Die Minutenprüfung am Regal
Wenn die Schachtel schon in der Hand liegt und kein Netz zur Verfügung steht, bleiben vier Handgriffe. Sie ersetzen keine Recherche, aber sie verhindern die teuersten Fehlgriffe.
Vier Handgriffe, bevor die Schachtel in den Wagen wandert
Alles davon steht auf der Schachtel selbst oder lässt sich in Sekunden abzählen.
Zwei der vier Handgriffe betreffen Angaben, die auf jeder Schachtel stehen müssen: der Warnhinweis und die Kennzeichnung. Bei den anderen beiden geht es um Angaben, die freiwillig sind — und ausgerechnet die sind die nützlicheren.
Ein fünfter Handgriff wäre wünschenswert und ist am Regal nicht möglich: nachsehen, ob die Regel eine eigene Variante für zwei Personen enthält. Diese Angabe steht auf keiner Schachtel, in keinem Datenfeld und in keiner Produktbeschreibung — sie steht nur in der Anleitung. Bei zwei von fünf Spielen im geprüften Feld wäre sie kaufentscheidend gewesen.
Welches Spiel für welches Kind
Am Ende steht keine Rangfolge, weil die fünf Spiele nicht dasselbe Problem lösen. Was sich sagen lässt, ist, welches Spiel welchen Fall abdeckt — und das hängt an anderen Angaben als der Zahl auf der Schachtel.
Sitzt ein älteres Geschwisterkind mit am Tisch, spricht die einzige Obergrenze im Feld für CATAN Junior: 6 bis 9 Jahre, 30 Minuten, eigene Regel für zwei.
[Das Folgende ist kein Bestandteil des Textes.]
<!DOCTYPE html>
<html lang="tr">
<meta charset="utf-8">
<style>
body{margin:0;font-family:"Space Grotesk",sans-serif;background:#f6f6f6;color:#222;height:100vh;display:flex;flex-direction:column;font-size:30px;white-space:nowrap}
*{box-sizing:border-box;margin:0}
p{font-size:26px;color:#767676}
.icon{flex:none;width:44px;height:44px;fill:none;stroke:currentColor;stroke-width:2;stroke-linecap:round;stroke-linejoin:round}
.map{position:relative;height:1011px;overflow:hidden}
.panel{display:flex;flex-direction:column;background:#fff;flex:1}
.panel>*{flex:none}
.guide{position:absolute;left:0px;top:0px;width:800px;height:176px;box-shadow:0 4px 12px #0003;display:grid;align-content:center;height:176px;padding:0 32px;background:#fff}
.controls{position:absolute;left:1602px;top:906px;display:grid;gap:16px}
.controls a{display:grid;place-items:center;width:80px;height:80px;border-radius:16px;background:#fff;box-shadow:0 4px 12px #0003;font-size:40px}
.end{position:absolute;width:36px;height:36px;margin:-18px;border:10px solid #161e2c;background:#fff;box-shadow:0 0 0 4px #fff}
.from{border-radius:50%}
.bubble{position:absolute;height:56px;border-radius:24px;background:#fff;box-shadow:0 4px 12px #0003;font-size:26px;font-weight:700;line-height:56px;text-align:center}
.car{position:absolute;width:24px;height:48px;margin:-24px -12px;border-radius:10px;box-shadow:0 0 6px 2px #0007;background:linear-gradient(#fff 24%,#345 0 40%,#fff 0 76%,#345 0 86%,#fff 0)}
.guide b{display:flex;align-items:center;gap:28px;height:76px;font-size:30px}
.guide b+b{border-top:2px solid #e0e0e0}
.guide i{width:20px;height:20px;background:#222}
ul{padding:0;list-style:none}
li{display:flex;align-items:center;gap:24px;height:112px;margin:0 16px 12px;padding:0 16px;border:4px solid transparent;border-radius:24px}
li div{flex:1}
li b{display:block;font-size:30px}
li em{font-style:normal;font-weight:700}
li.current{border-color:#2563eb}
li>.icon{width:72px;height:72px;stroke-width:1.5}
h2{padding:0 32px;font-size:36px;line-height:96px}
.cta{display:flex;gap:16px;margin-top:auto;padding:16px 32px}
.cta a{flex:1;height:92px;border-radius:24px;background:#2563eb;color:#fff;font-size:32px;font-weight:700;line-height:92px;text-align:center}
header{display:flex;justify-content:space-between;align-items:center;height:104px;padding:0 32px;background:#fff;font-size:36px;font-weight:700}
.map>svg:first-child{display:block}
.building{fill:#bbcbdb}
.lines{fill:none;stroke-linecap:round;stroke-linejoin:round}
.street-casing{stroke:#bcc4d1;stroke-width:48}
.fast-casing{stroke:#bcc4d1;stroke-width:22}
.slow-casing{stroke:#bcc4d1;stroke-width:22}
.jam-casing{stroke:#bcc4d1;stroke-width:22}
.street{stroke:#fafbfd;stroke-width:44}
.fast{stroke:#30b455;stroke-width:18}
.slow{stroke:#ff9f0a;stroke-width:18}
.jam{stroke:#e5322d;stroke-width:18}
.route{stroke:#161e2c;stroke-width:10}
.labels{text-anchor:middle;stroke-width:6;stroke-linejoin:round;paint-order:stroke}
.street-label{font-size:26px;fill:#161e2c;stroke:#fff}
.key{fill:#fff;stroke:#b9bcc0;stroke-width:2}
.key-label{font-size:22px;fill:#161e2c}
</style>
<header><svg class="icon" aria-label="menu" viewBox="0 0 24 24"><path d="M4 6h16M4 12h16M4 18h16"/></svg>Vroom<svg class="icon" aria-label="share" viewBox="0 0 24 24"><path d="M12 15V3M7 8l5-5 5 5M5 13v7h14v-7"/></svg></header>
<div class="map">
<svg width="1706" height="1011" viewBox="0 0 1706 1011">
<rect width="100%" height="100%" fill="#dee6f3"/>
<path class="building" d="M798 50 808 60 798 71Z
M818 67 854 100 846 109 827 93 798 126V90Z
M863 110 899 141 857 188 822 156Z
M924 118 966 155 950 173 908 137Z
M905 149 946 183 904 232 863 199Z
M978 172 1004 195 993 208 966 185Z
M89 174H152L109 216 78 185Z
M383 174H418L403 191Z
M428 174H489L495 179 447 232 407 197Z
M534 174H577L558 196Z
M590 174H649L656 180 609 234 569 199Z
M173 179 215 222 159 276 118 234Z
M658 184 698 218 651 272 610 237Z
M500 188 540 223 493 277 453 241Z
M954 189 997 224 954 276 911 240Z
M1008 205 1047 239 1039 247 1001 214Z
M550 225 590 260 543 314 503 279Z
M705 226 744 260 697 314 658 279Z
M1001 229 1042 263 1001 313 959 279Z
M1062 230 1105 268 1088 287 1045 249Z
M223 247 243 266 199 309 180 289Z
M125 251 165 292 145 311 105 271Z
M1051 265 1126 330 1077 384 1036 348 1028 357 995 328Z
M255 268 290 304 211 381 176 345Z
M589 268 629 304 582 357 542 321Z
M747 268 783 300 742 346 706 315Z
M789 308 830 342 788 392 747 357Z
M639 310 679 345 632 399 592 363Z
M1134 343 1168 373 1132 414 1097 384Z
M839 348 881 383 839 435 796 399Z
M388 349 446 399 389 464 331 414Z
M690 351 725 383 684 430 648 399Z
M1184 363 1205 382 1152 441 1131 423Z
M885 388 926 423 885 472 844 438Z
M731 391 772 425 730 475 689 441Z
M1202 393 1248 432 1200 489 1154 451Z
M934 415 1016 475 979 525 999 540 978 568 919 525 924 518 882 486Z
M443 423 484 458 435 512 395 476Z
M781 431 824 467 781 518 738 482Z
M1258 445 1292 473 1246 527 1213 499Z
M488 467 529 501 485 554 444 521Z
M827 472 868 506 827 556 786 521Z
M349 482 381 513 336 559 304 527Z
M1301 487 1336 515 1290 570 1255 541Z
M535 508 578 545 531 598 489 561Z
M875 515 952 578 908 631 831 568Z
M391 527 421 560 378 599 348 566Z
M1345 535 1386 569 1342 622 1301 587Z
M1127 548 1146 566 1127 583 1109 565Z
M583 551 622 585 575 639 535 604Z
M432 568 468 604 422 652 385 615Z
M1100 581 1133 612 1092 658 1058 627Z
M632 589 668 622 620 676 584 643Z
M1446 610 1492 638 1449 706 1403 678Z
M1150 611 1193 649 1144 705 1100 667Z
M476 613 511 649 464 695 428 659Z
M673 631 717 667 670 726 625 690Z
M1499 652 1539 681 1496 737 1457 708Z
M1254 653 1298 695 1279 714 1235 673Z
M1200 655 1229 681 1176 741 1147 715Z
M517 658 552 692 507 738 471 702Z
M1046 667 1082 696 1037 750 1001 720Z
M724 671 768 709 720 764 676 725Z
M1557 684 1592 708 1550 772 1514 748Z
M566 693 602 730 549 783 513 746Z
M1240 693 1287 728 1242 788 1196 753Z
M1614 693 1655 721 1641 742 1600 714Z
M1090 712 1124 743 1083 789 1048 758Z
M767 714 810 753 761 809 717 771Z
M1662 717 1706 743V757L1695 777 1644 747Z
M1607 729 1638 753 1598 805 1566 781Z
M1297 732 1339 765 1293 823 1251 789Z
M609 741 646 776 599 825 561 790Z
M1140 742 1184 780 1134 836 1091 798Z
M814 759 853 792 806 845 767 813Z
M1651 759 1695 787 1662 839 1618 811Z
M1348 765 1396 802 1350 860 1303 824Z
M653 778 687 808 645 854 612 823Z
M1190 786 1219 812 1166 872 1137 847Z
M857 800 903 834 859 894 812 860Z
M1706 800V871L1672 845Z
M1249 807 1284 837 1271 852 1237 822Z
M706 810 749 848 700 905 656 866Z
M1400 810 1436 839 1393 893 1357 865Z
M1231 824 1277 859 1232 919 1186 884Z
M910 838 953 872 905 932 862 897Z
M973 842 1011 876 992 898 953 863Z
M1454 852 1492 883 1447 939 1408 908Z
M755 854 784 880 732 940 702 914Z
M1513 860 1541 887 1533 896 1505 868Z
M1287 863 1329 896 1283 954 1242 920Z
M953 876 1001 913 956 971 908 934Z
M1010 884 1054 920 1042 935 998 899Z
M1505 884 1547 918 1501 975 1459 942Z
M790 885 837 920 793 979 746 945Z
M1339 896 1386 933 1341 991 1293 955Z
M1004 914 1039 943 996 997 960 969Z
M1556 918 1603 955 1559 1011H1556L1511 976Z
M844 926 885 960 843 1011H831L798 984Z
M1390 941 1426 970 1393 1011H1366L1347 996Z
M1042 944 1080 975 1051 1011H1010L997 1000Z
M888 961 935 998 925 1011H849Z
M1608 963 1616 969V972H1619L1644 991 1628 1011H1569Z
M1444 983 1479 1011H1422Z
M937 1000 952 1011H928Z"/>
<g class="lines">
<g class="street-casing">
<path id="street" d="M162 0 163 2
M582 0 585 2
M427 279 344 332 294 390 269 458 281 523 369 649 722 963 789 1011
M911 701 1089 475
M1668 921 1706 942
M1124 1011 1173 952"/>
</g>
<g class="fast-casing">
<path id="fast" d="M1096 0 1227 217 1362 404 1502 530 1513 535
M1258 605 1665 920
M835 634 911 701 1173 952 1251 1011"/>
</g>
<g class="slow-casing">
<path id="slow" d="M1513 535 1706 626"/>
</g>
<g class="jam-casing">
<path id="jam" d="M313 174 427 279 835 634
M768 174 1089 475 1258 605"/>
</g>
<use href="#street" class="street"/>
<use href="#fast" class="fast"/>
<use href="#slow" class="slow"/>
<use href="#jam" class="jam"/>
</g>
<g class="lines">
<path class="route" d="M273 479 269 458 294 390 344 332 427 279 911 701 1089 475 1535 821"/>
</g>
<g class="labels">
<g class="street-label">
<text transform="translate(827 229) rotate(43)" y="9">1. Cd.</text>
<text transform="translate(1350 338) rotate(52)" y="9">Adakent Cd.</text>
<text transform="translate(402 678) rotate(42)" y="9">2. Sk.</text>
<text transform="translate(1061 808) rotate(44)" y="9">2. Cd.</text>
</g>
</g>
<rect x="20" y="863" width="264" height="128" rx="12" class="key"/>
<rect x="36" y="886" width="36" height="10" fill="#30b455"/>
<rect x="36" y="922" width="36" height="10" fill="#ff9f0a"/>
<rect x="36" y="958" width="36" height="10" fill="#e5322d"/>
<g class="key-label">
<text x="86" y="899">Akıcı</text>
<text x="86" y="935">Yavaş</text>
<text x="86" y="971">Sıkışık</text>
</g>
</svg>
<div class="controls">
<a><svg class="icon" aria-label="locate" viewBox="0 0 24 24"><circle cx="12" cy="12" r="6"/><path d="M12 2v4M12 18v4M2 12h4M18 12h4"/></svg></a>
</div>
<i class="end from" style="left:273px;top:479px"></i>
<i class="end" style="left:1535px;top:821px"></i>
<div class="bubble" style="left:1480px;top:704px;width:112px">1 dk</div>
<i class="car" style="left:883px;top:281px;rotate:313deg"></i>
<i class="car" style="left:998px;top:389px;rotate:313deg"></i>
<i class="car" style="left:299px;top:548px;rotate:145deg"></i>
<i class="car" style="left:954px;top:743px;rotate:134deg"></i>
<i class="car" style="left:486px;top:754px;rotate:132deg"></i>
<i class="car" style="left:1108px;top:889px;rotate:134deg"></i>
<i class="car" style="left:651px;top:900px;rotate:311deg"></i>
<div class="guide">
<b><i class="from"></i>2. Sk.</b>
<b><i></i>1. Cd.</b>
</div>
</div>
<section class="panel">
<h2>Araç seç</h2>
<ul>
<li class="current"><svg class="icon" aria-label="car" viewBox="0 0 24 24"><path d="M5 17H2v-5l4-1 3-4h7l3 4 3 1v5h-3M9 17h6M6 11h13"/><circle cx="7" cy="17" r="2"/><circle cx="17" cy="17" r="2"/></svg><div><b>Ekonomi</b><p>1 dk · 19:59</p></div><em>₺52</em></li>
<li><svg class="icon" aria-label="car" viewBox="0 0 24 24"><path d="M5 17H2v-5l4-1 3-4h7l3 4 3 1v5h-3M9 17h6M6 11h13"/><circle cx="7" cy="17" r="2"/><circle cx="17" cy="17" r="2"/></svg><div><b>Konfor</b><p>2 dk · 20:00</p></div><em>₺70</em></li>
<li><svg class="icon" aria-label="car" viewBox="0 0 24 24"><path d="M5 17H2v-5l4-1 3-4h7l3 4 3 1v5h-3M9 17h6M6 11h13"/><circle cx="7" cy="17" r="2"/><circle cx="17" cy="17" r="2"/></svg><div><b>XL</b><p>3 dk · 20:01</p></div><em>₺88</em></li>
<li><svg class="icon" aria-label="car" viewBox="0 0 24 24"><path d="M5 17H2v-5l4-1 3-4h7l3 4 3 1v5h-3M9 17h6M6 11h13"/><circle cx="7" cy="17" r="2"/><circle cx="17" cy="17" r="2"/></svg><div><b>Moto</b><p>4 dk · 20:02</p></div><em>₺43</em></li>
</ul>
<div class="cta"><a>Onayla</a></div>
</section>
Sitzt ein jüngeres mit am Tisch, ist Funkelschatz das einzige Spiel, das ein Jahr tiefer ansetzt, ebenfalls mit eigener Zweierregel.
Soll der erste Abend kurz bleiben, hat Die Magischen Schlüssel die kürzeste Anleitung: 3 Seiten, einsprachig. Soll niemand verlieren, ist „Nicht zu fassen!“ das einzige kooperative — mit dem Vorbehalt, dass ein Vorleser gebraucht wird, solange die Helferkarten im Spiel sind.
Soll das Spiel selbst beeindrucken, ist Spinderella der Fall: dreidimensional, mit Magnetmechanik, und als einziges mit dem Warnhinweis im Wortlaut auf der Verlagsseite. Dafür fehlt die Spieldauer, und eine Zweierregel gibt es nicht.
Was von dieser Seite bleibt, ist ein Satz, der unbequem klingt und Zeit spart: Die Zahl auf der Schachtel sortiert Dreijährige aus und sonst niemanden. Alles, was die Entscheidung trägt, steht in der Anleitung — und die ist bei allen fünf Verlagen vor dem Kauf zu haben.
Die übrigen Fragen rund ums Spielen stehen im Bereich Spielen und Kreativsein. Wenn eine der hier geprüften Angaben inzwischen anders lautet, gilt die Verlagsseite — und wir freuen uns über den Hinweis unter Korrekturen.
Eine Empfehlung, die für alle fünf Fälle gilt, gibt es trotzdem: Laden Sie die Anleitung herunter, bevor Sie bestellen. Das dauert bei diesen fünf Verlagen zwischen 30 Sekunden und 2 Minuten, und es beantwortet drei der acht Fragen aus der Tabelle auf einmal — Regelumfang, Zweierregel und Text auf dem Material.